Reference should be made to ‘major symptoms of psychosocial dysfunction [or distress] on line 214, not ‘symptoms of psychological functioning’. On line 215, it is untrue that the results were compared to ‘norms for partners of current and past serving Australian combat veterans’, and this requires correction. On line 220, start the sentence with ‘Many’ otherwise, it does not make sense, and on line 223, the sentence should read: ‘health of partners relative to Australian normative data’. What is ‘poorer symptomatology’? Do you mean that the symptoms were greater or lesser, or higher or lower?
It is entirely possible that the different results for each of the four samples are attributable to age, rather than whether the servicemen were veterans or military personnel. Although comparisons are made with respect to Australian normed values (rather than between samples), it is necessary to control for age in each of the analyses. Further, it needs to be clarified that the study results may only be generalizable to partners of army personnel who fought in the Vietnam war, since only a few participants were partners of air force or navy veterans or those who fought in other conflicts in sample 1. On line 102, the sentence should read: ‘veterans who attended different conflict zones….’ On line 231, refer to ‘effect sizes’ not effects.

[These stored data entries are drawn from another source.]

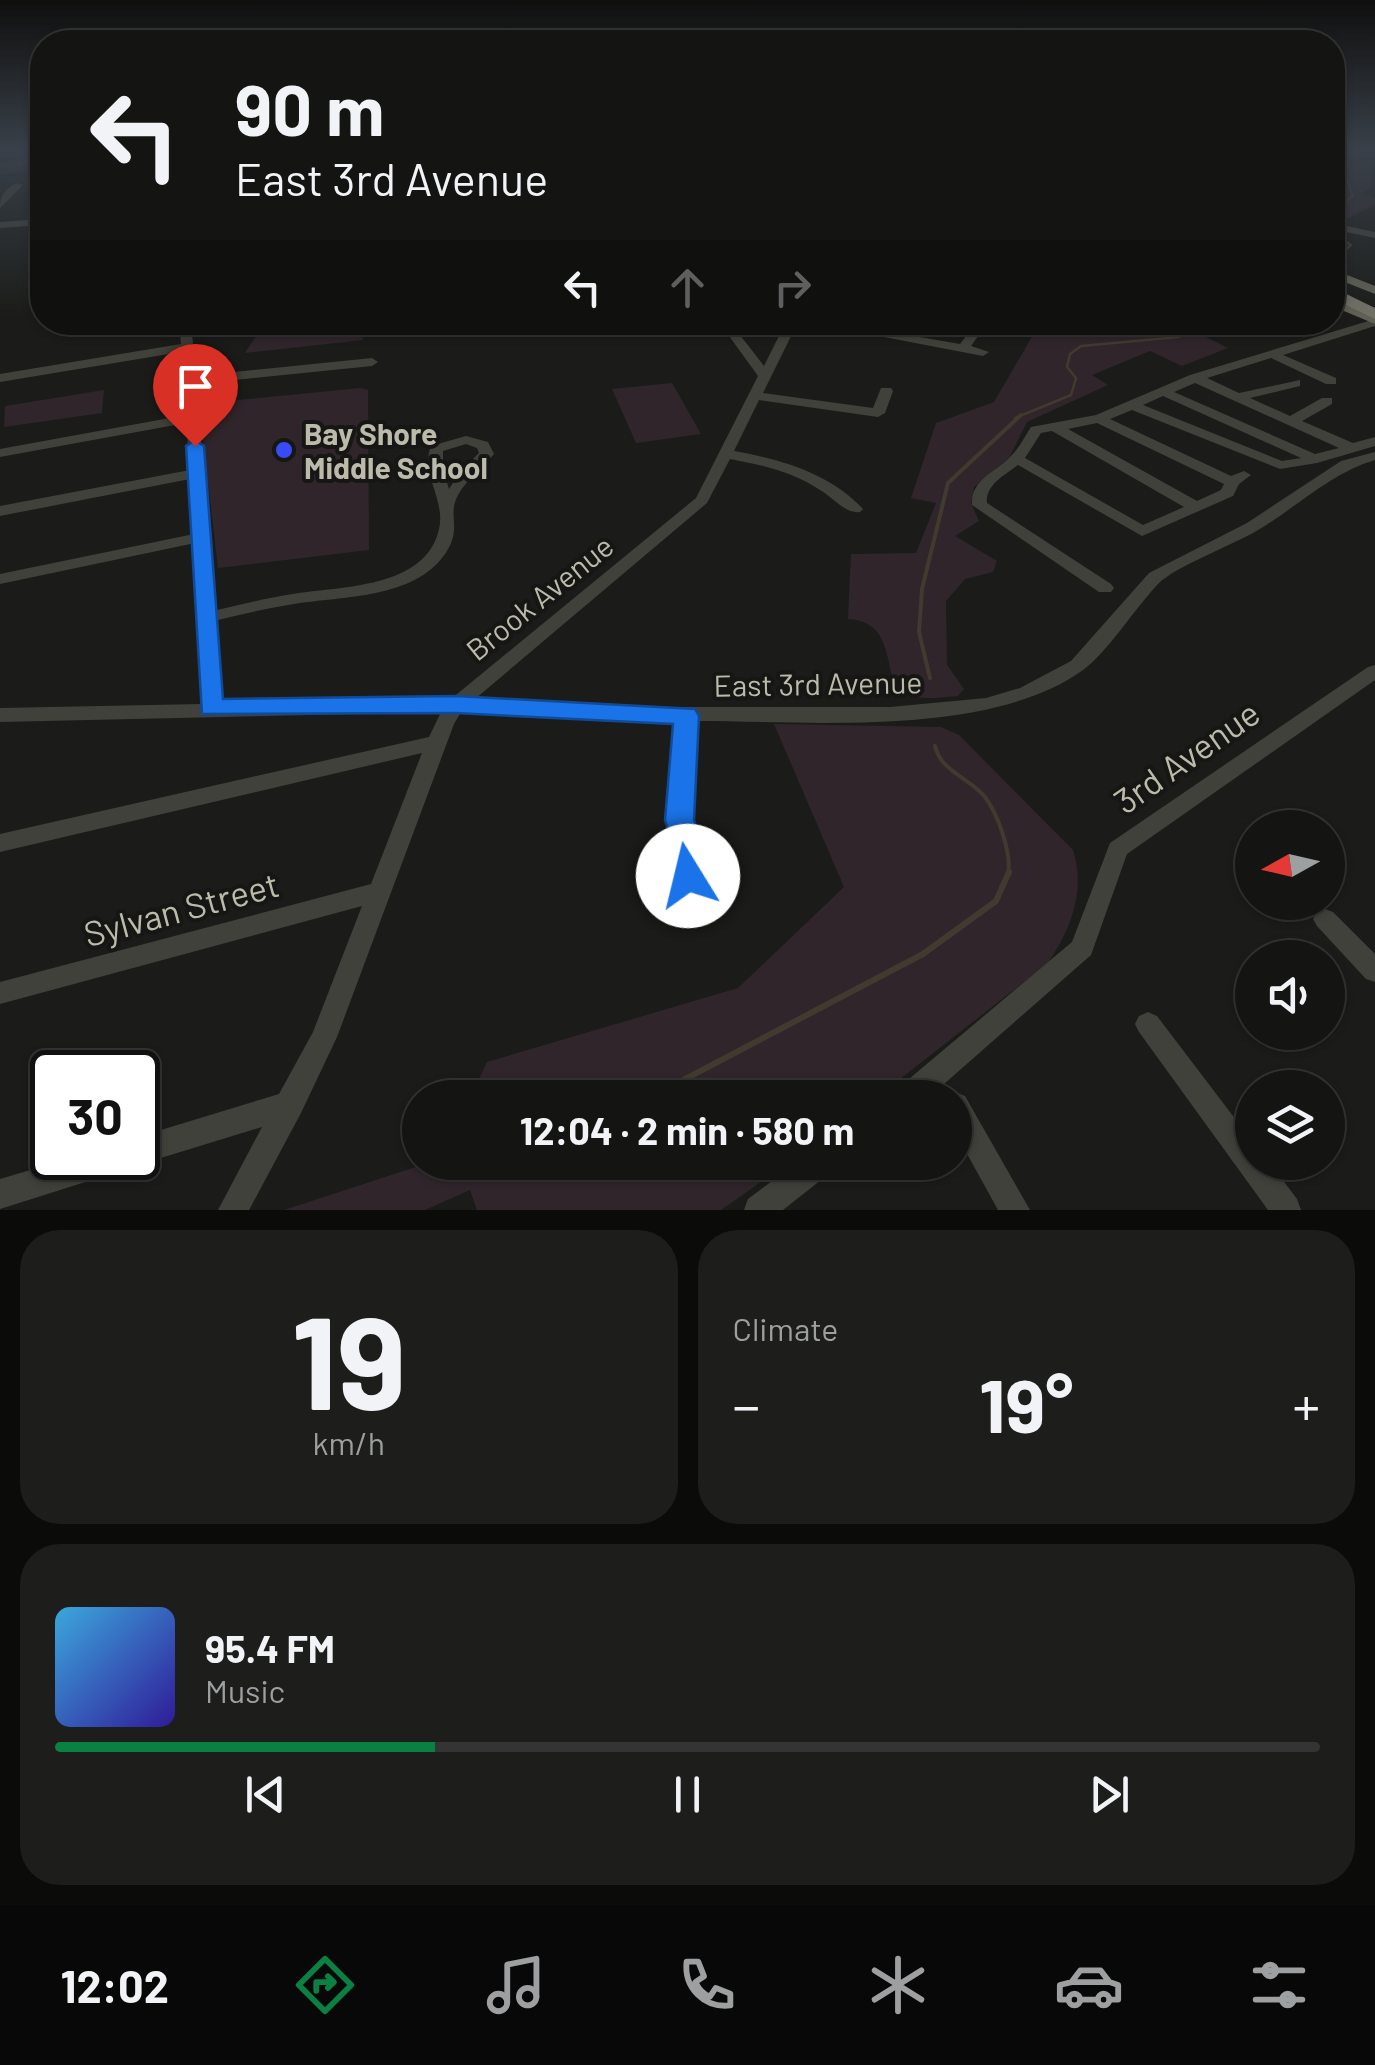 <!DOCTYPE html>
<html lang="en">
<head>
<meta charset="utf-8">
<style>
  :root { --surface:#141513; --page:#1d1e1c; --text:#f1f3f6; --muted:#9d9fa0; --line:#333433; --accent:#0b8043 }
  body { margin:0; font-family:Barlow,sans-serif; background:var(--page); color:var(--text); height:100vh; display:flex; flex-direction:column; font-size:38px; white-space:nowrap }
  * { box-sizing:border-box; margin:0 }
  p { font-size:32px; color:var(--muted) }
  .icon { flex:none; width:55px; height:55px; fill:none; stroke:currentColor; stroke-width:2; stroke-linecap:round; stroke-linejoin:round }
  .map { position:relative; height:1210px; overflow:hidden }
  .panel { display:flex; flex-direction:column; gap:20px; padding:20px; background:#0b0c0a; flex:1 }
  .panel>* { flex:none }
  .hud { position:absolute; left:30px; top:30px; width:1315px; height:305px; border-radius:40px; box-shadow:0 2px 8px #0004,0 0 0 2px var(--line); background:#141513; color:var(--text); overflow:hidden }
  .needle { width:65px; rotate:262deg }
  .tools { position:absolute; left:1235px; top:810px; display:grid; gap:20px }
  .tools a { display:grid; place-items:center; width:110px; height:110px; border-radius:50%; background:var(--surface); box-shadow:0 2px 8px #0004,0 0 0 2px var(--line); font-size:50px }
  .speed { position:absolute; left:30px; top:1050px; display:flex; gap:20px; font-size:50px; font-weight:700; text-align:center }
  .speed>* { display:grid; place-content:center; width:130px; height:130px; border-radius:50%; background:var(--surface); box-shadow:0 2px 8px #0004,0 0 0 2px var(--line); line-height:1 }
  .speed .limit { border:5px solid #111; border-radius:15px; background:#fff; color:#111 }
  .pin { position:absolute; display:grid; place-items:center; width:85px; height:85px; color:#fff; margin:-102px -42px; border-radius:50% 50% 50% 0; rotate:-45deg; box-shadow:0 0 10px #0007 }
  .pin .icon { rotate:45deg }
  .me { position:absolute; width:110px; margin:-55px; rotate:351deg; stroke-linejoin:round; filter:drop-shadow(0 0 8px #0008) }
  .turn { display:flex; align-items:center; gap:35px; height:210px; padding:0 40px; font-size:45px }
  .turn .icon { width:130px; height:130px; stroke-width:2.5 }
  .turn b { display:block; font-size:70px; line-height:85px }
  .lanes { display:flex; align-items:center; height:95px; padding:0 40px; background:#0003; justify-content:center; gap:50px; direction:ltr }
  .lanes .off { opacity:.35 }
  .big { font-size:75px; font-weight:700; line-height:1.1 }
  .panel .tile { flex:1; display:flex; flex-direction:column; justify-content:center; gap:15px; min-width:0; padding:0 35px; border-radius:40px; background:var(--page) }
  .panel .dial { align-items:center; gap:0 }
  .dial b { font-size:130px; line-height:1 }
  .song { display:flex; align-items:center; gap:30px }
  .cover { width:120px; height:120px; border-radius:15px; background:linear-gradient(135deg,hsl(200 70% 55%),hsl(250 70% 35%)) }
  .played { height:10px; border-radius:5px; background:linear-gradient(90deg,var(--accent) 30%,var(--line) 30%) }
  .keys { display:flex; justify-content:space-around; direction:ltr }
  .heat { display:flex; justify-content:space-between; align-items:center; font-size:55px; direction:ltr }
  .panel .tiles { flex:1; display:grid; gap:20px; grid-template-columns:1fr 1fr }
  .tile:last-child { grid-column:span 2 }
  .trip { position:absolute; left:402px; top:1080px; width:570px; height:100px; border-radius:50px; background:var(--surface); box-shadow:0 2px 8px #0004,0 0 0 2px var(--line); font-weight:700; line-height:100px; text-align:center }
  .tabs { display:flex; height:160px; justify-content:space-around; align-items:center; background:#080808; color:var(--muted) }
  .tabs .icon { width:70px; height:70px }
  .tabs .active { color:var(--accent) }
  .tabs b { font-size:45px; color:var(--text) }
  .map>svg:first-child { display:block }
  .green { fill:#2f252b }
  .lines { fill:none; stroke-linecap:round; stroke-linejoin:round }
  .stream-far2 { stroke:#403a2f; stroke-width:2.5 }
  .stream-far1 { stroke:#403a2f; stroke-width:4 }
  .stream { stroke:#403a2f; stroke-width:6 }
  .minor { fill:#40413a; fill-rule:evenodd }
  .major { fill:#606056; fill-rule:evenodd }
  .highway { fill:#727166; fill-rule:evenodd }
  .route { fill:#1a73e8; stroke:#114b97; stroke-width:2.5 }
  .poi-dot { fill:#374cf5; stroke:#161714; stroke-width:4 }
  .labels { text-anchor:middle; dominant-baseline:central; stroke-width:8; stroke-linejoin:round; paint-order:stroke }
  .poi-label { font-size:30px; font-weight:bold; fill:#bbbaab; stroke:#161714; text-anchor:start }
  .street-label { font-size:30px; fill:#bbbaab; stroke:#161714 }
  .near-street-label { font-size:35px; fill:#bbbaab; stroke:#161714 }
</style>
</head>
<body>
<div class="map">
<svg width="1375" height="1210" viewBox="0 0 1375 1210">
  <rect width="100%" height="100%" fill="#1b1c19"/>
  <g class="green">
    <polygon points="0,148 42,148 42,168 0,175"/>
    <polygon points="1332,148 1373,150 1371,187 1362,194 1375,198 1375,205 1336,224"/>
    <polygon points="285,323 362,323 363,340 245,353 256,336"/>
    <path d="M 1040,323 L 1224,323 L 1194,331 L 1228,348 L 1182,366 L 1150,351 L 1092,375 L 1108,385 L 1027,422 L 1009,458 L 974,487 L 971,503 L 979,521 L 955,536 L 997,561 L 993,572 L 965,579 L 946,601 L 947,665 L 964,689 L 958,696 C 933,698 917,702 895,688 C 886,656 888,621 848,619 L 851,554 L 916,553 L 936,503 L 911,498 L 936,423 L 994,402 Z"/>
    <polygon points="672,383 701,434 636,443 612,389"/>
    <polygon points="360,388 368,390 369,550 218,568 199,404"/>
    <polygon points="104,390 102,413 4,427 5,406"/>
    <path d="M 774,724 L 941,727 L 959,735 L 1073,850 C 1086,889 1071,931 1047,964 L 877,1097 L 470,1098 L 487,1062 L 738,988 L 844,887 Z"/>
    <polygon points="428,1163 428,1162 788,1163 721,1210 477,1210 470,1190 425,1210 284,1210"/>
  </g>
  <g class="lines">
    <g class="stream-far2">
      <polyline points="0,168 42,158"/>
      <polyline points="1332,211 1353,196 1344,172 1349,164 1334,148"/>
      <polyline points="1332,233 1351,245 1340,254"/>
      <polyline points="1015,418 1071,395 1076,378 1067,367 1070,354 1081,346 1179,337 1198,322"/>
    </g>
    <g class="stream-far1">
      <polyline points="930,678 919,632 922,589 948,483 1021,415"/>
      <path d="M 935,746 C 941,772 970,778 985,797 C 998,814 1012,854 1008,874"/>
    </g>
    <g class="stream">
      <polyline points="649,1098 923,954 996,901 1009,872"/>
      <polyline points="519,1166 525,1162"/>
    </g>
    <g class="minor">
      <path d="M 16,183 L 23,185 L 0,208 C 0,195 5,190 16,183 Z"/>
      <polygon points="42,219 42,225 0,228 0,222"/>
      <polygon points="1332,223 1375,232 1375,238 1332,229"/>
      <path d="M 1375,319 L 1375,326 L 1283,355 L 1336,378 L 1336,384 L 1326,384 L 1271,358 L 1207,378 L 1239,393 L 1300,380 L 1300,386 L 1250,398 L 1290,416 L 1322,398 L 1332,398 L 1332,404 L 1302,421 L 1353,443 L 1375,437 L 1375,446 L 1317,463 L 1280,469 L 1132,410 L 1110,419 L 1231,476 L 1244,471 L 1251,475 L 1239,484 L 1233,496 L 1142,536 L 1018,465 C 1005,475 985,485 987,503 L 1111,584 L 1114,588 L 1111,592 L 1099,592 L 972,505 C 970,479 997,472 1012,455 C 1020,447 1025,436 1031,427 L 1096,415 L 1190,375 ZM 1195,383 L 1339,448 L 1315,454 L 1174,392 ZM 1163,396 L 1301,458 L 1282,461 L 1143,405 ZM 1097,423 L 1224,484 L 1221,490 L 1197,501 L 1068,429 ZM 1052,431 L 1184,507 L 1143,525 L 1025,458 L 1041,433 Z"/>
      <path d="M 179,322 L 191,322 L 196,376 L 372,358 L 378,362 L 372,366 L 196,384 L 217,610 C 242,604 267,598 293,594 C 340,586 426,589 439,529 C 446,500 420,474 431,446 L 466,436 L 488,442 L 494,454 C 481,469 462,483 455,502 C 450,518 461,531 445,554 C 414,599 342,596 294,604 C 268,608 243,614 218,620 L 221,703 L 451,699 L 696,498 L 758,376 L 719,322 L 730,322 L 764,366 L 786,322 L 798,322 L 763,393 L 873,408 L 881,388 L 891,388 L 893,391 L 885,413 L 878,417 L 759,400 L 734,451 C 780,459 830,473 863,509 L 860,512 C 845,514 834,498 820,490 C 793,472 762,465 730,459 L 707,503 L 475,699 L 615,707 L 890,707 L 986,698 L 1020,688 L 1071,661 L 1149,573 L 1247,523 L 1341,461 L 1375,452 L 1375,460 C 1331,473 1297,507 1258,530 C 1233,545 1176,566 1158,584 C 1135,608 1107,653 1083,670 C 989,738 808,721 696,721 L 690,820 L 699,848 C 719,842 733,852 739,871 L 732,892 C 710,907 689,901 679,877 L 681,863 L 668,820 L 676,721 L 615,721 L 461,712 L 454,724 L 337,1037 L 301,1113 L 249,1210 L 218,1210 L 262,1127 L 138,1165 L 130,1162 L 127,1168 L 117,1172 L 0,1209 L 0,1179 L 71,1158 L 138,1158 L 138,1137 L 279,1094 L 313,1032 L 362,906 L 0,1004 L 0,982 L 371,884 L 422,753 L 0,852 L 0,834 L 429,737 L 441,712 L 0,722 L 0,708 L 201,704 L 202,646 L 195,543 L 0,584 L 0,574 L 194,534 L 190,479 L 0,516 L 0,506 L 190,470 L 186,423 L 0,457 L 0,449 L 186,415 L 181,352 L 0,382 L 0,374 L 181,344 ZM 466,444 L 477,448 L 479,453 L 460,472 L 449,489 L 443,469 L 443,451 ZM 707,863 L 716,869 L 716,878 L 711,882 L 702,877 L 703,867 Z"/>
      <polygon points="806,322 834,322 960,344 977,322 988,322 971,346 989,352 983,356"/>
      <polygon points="1375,665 1375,680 1127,854 1091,955 928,1098 893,1098 897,1089 1072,942 1110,843 1368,667"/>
      <polygon points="1325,909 1333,912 1375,954 1375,982 1366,979 1317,926 1313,919 1317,912"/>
      <polygon points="1148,1012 1157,1016 1252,1141 1252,1162 1269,1162 1297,1199 1301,1210 1268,1210 1139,1032 1135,1024 1139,1016"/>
      <polygon points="955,1092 965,1096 1030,1210 998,1210 955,1132 955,1098 944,1098"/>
      <polygon points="797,1162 835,1162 831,1172 783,1210 744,1210 748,1199"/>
    </g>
    <g class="major">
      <polygon points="1332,269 1375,286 1375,294 1332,277"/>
      <polygon points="1332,297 1375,315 1375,324 1332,306"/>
    </g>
    <polygon class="highway" points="1332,287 1375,308 1375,319 1332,298"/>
  </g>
  <linearGradient id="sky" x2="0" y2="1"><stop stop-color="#0f0f0e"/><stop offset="0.47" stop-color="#394049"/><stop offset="1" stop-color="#394049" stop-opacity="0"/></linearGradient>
  <rect width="1375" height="317" fill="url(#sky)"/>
  <polygon class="route" points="195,440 204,446 223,699 456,696 695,709 699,716 694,820 707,862 699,885 688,888 678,885 673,876 678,862 665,820 673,724 456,713 202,714 186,446"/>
  <circle class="poi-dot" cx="284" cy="450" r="10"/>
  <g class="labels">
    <g class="poi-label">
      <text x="304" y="433">Bay Shore<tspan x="304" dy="34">Middle School</tspan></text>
    </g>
    <g class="street-label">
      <text transform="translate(539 597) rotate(-39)">Brook Avenue</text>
      <text transform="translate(818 683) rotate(-1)">East 3rd Avenue</text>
    </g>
    <g class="near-street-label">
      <text transform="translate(1186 756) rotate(-35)">3rd Avenue</text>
      <text transform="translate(181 908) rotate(-15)">Sylvan Street</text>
    </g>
  </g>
</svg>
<div class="tools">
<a><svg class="needle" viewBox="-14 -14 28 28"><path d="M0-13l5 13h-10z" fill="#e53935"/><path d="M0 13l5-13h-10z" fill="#9d9fa0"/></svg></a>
<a><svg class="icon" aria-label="sound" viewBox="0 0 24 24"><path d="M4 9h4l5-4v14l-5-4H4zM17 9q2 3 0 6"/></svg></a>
<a><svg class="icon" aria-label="layers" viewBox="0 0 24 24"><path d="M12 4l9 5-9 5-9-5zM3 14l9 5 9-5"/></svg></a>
</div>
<div class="speed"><div class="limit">30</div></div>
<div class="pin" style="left:195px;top:446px;background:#d93025"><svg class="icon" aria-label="arrive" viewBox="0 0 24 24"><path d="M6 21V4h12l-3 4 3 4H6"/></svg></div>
<svg class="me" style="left:688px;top:876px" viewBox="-20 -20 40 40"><circle r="19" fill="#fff"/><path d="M0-13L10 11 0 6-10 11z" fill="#1a73e8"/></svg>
<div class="trip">12:04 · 2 min · 580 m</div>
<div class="hud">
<div class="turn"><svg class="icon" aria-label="left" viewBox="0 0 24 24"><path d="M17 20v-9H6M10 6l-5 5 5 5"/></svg><div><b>90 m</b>East 3rd Avenue</div></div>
<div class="lanes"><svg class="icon" aria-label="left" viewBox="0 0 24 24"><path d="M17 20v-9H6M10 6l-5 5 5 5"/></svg><svg class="icon off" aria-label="ahead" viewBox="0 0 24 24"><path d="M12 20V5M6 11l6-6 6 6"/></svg><svg class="icon off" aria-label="right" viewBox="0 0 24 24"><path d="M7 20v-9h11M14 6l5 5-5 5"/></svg></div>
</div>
</div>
<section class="panel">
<div class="tiles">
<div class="tile dial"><b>19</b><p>km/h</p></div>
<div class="tile"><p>Climate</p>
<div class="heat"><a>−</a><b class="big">19°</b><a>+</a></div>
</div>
<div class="tile">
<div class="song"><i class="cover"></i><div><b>95.4 FM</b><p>Music</p></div></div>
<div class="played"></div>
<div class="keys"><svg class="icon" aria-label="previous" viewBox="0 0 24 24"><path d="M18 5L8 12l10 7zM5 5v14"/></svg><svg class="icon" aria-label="pause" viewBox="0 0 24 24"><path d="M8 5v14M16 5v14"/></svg><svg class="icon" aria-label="next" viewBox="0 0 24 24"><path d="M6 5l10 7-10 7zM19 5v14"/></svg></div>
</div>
</div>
</section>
<nav class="tabs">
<b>12:02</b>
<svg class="icon active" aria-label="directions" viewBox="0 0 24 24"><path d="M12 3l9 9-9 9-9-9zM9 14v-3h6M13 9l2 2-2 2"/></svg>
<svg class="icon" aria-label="music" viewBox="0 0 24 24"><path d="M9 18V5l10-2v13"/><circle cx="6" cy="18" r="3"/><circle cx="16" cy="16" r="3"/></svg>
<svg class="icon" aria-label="phone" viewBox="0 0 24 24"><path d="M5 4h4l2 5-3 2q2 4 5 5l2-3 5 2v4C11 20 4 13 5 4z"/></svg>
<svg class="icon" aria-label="climate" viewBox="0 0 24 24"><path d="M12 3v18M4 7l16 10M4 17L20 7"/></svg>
<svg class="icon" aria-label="car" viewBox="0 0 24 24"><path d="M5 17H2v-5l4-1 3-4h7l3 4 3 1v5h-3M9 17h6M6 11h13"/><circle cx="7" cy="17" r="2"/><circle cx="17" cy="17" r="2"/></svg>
<svg class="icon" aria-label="filters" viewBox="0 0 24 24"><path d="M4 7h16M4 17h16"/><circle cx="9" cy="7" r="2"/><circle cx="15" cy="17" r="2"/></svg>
</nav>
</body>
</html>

Why is there a discussion comparing the results of samples 3 and 4, when they were compared to Australian normed values, not each other, and in most cases the values were similar to the normed values? Although interesting, the related discussion is not really relevant, whereas there is very little discussion of the importance of the results of samples 1 and 2, which had much higher values than the normed values. Other study limitations (as mentioned above) require mention in the study limits section. Finally, in the conclusion, the authors should restate the main study results, not discuss issues that are beyond the scope of this study (e.g. partners needing immediate and adequate support to care for their veteran). The sentence on line 250, starting ‘partners of veterans and military members constitute a population at risk’ is not supported by the results of this study, in samples 3 and 4, except for the higher stress value in sample 4, and this should be corrected.